Interferometric-type optical biosensor based on exposed core microstructured optical fiber

Abstract

This work presents a novel biosensor using the multimode interference effect in an exposed core microstructured optical fiber (ECF). In this work biotin molecules are immobilized onto the ECF core surface to serve as the capturing probe for streptavidin, the target molecules. Since each distinct guided mode in the ECF interacts with the surrounding medium differently, the interference between any two specific modes will experience a fringe shift (or phase change) upon a change in the refractive index (RI) of the surrounding medium, or a localized RI change on the surface of the ECF core as a result of a biological binding event. In our experiment, the interferometric sensing platform was realized by splicing a section of ECF with lead-in and lead-out single mode fibers (SMFs).
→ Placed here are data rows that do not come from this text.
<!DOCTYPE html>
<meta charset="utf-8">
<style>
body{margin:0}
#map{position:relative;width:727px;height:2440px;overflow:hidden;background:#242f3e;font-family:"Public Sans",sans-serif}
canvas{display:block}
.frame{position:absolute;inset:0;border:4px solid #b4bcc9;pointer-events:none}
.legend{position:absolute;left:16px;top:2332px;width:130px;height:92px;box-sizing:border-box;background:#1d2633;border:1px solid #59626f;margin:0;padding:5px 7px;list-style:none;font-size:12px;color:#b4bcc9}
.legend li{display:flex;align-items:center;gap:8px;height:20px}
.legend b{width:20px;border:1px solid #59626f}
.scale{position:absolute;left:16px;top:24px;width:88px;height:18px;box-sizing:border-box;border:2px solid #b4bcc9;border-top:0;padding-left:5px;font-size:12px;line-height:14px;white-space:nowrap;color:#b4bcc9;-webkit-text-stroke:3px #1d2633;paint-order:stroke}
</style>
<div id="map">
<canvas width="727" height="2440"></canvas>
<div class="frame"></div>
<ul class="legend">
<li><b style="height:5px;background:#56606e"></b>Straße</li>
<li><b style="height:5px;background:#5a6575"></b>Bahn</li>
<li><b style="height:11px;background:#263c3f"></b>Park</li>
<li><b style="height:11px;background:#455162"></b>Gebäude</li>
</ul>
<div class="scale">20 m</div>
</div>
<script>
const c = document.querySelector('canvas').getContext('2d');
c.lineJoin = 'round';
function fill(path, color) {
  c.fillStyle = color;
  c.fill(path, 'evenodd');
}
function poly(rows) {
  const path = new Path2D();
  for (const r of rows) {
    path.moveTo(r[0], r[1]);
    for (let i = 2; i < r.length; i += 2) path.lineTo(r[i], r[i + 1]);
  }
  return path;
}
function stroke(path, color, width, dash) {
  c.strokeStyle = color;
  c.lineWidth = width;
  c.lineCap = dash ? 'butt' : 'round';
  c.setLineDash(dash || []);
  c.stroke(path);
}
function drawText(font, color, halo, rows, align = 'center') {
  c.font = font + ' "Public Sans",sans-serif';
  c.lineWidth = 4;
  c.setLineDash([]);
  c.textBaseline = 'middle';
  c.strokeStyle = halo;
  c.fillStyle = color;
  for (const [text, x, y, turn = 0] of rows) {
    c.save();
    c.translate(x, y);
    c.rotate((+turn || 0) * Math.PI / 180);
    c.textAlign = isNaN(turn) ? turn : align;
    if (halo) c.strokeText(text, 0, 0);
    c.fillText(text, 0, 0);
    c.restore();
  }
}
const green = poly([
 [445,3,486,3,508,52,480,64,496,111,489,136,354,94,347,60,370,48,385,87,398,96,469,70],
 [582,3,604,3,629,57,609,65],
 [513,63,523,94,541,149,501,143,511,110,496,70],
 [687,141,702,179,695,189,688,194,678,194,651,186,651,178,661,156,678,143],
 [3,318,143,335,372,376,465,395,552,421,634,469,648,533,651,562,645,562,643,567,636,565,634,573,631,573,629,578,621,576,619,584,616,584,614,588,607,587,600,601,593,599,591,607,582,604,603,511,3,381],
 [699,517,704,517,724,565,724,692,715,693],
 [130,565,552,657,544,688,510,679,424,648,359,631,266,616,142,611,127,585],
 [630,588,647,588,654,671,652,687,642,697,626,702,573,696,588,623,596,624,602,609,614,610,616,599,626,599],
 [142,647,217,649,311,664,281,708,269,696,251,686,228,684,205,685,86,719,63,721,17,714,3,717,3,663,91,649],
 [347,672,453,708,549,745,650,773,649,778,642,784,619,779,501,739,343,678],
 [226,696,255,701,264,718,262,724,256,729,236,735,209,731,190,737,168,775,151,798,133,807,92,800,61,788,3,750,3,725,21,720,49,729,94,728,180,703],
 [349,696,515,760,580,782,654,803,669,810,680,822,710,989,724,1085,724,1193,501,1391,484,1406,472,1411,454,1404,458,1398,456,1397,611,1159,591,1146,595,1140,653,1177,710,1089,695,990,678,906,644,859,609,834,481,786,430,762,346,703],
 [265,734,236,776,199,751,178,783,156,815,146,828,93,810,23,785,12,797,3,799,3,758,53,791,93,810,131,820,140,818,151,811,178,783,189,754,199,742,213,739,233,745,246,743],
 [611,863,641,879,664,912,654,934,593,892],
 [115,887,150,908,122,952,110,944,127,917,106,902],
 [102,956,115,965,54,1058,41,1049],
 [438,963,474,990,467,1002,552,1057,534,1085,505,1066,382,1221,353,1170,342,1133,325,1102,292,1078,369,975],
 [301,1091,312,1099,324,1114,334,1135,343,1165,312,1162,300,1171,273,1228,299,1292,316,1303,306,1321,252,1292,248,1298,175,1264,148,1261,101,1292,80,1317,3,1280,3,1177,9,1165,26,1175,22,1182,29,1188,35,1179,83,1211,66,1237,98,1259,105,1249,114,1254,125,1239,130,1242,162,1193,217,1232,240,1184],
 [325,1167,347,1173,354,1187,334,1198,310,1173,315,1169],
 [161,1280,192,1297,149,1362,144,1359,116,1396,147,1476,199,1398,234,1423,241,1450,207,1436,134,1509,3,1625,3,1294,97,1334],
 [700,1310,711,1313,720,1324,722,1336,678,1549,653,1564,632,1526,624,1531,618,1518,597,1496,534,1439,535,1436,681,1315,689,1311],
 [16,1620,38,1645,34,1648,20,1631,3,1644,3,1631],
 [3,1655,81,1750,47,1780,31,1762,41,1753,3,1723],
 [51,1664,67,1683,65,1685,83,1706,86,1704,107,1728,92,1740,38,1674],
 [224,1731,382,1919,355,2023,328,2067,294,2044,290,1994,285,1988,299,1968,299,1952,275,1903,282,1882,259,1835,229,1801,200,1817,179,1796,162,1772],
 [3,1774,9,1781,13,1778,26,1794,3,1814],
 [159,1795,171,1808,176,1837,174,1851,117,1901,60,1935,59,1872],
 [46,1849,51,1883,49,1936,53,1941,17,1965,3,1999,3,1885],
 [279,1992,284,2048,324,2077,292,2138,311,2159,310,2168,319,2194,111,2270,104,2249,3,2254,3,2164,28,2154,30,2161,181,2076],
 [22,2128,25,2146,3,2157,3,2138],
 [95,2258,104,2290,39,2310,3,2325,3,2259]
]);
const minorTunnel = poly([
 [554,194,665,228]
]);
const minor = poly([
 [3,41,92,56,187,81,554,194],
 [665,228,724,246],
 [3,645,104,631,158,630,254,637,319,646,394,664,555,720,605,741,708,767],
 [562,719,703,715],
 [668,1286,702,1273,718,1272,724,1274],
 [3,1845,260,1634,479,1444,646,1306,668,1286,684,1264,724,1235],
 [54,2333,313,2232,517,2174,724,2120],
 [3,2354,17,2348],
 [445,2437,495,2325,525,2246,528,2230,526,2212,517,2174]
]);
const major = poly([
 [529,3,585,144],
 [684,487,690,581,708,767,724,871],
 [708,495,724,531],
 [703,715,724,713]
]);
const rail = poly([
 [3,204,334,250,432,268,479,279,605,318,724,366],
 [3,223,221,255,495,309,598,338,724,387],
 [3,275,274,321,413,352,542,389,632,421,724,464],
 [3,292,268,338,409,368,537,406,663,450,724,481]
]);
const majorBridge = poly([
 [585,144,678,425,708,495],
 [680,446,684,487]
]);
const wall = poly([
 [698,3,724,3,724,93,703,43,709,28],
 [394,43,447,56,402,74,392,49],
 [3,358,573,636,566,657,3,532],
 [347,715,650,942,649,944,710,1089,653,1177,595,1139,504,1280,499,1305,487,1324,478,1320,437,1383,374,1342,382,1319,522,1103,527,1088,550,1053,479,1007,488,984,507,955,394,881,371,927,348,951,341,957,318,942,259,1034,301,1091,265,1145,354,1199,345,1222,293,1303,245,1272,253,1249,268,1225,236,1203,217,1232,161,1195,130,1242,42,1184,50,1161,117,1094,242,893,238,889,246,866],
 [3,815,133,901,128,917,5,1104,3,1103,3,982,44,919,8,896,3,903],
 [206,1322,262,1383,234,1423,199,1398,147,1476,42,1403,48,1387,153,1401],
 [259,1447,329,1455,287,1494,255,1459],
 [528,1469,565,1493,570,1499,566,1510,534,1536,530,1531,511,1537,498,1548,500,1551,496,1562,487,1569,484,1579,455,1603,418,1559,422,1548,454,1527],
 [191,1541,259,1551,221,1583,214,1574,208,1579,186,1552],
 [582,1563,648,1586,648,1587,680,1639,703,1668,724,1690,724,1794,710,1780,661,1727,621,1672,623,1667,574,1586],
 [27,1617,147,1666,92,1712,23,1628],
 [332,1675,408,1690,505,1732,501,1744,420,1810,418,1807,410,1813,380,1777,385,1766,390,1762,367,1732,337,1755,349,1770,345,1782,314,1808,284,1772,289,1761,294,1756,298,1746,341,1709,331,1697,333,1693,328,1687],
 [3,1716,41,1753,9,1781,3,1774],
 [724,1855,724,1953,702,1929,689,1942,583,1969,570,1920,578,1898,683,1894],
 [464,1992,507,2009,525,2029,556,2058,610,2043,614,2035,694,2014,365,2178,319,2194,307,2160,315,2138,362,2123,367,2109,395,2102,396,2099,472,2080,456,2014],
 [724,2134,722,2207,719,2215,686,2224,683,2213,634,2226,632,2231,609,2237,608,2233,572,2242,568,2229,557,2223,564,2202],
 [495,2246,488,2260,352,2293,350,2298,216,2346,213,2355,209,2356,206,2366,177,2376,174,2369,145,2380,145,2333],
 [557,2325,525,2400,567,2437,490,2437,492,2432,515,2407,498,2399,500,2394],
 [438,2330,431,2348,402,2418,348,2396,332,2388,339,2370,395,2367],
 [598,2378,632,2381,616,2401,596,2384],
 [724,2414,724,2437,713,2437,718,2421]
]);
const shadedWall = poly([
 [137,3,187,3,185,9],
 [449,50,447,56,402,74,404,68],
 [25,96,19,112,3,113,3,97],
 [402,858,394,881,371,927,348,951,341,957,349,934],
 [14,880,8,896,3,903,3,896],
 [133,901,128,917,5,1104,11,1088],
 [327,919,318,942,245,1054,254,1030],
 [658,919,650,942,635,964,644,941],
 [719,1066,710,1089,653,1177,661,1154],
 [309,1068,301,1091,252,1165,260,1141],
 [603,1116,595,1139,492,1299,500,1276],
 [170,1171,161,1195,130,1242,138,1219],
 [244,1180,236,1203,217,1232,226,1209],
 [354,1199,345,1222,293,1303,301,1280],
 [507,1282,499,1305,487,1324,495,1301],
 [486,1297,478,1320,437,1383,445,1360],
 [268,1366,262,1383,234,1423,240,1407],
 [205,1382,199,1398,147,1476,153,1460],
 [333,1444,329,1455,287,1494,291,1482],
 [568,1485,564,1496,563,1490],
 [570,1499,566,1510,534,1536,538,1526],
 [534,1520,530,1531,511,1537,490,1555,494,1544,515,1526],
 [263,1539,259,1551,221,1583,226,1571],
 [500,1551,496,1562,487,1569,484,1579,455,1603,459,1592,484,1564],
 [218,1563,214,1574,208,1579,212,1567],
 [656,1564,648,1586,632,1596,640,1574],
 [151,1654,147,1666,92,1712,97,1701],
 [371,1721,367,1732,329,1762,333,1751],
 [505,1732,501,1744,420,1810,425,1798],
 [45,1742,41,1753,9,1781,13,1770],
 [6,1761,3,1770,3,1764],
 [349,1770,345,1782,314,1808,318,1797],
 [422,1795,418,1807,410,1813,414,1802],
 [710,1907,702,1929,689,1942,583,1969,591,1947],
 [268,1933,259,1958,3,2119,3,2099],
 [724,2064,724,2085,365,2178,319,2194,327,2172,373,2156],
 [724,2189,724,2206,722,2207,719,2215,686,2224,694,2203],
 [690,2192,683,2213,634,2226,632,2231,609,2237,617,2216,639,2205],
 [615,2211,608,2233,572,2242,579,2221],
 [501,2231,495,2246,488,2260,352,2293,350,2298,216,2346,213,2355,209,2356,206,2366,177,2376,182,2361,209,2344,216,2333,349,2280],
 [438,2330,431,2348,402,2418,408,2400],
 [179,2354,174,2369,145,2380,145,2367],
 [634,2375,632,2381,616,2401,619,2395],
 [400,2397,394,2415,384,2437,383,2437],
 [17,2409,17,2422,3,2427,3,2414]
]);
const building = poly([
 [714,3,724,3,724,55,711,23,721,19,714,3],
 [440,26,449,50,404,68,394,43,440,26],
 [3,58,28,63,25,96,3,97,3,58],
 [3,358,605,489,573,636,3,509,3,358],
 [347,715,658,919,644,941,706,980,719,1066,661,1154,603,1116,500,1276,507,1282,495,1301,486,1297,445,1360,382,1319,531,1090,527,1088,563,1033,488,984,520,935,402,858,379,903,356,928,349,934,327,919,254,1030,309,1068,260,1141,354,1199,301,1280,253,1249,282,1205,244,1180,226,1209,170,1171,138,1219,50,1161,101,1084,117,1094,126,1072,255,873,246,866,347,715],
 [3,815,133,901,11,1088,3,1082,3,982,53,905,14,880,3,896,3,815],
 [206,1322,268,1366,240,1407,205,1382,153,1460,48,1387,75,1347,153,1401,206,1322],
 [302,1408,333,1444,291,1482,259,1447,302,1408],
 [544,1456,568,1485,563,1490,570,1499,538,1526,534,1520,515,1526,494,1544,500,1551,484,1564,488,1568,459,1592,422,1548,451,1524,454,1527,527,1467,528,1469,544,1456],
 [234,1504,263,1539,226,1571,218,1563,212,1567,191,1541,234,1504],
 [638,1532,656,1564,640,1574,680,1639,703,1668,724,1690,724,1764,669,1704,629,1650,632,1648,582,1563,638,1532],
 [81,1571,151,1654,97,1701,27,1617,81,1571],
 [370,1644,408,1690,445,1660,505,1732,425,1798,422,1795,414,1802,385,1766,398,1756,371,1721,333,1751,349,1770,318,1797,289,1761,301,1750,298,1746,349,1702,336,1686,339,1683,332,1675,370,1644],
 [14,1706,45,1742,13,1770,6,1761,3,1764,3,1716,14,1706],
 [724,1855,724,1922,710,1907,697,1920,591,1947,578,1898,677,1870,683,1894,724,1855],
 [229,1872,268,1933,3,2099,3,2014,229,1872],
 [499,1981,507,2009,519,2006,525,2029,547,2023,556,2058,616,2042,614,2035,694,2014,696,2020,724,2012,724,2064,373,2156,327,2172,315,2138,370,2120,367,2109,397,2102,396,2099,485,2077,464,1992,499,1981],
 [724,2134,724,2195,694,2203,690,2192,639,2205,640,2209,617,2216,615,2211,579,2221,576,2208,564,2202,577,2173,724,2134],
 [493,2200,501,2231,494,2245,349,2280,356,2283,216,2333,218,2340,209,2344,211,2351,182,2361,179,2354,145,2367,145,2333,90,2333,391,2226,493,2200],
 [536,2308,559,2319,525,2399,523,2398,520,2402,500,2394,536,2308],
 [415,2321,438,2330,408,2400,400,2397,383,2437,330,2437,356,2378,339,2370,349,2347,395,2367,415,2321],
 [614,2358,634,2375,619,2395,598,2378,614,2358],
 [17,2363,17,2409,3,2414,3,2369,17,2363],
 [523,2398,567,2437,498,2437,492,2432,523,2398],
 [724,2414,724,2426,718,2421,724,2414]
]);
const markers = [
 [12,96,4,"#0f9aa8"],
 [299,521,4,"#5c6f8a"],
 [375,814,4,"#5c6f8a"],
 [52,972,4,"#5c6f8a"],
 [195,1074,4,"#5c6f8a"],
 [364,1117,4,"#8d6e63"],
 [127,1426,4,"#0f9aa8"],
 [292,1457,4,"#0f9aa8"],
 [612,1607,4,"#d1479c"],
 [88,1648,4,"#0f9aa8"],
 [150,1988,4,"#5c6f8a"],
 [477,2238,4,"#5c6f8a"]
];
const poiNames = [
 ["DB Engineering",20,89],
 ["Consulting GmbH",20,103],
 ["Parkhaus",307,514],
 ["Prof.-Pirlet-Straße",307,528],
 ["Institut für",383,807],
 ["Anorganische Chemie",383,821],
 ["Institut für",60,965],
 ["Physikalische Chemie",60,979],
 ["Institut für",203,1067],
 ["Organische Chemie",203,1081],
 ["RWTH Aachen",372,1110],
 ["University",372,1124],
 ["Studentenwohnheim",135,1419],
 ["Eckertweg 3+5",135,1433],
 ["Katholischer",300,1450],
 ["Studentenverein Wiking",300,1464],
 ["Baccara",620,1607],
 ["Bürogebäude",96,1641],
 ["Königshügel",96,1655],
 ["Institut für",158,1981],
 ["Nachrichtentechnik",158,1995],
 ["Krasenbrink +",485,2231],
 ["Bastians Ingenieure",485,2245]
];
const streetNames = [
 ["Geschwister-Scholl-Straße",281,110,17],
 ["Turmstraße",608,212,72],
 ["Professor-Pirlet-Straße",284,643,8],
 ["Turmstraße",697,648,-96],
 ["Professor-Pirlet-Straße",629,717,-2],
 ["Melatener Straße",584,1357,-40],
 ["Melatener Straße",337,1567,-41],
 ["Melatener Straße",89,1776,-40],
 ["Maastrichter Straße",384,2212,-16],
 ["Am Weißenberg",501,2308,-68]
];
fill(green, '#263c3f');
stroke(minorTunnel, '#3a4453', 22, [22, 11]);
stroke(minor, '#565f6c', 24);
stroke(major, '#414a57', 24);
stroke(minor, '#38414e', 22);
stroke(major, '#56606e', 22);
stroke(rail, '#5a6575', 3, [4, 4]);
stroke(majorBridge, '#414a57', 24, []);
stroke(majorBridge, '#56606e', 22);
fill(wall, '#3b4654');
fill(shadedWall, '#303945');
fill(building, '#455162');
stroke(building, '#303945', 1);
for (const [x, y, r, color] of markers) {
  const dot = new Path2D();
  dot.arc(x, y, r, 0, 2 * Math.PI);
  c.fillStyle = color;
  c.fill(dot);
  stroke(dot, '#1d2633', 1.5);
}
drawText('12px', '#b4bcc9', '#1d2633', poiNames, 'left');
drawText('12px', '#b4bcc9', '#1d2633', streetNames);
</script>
An interference pattern is obtained in the transmission spectrum as the result of multiple excited modes (excited and re-collected at the lead-in and lead-out splicing points) propagating in the ECF with different propagation constants. The interference pattern is non-uniform, indicating that there are more than two modes involved. Fast Fourier transform (FFT) is used to separate individual interference patterns that contribute to this complex spectrum and monitor their phase changes upon RI variation of the surrounding medium. In this way multiple RI sensitivities can be realized because each spatial frequency possesses a distinct sensitivity with respect to the surrounding RI. The operation of this device was validated by measuring the phase changes that occur when the sensing platform was subjected to solutions of different RIs or functionalized with different molecules. A biosensor was demonstrated based on this novel platform using biotin as the capturing probe to specifically detect streptavidin with low non-specific adsorption. The proposed platform is reliable, cost-effective, and offers a potential label-free biosensing alternative to the widely used surface plasmon resonance (SPR) technique.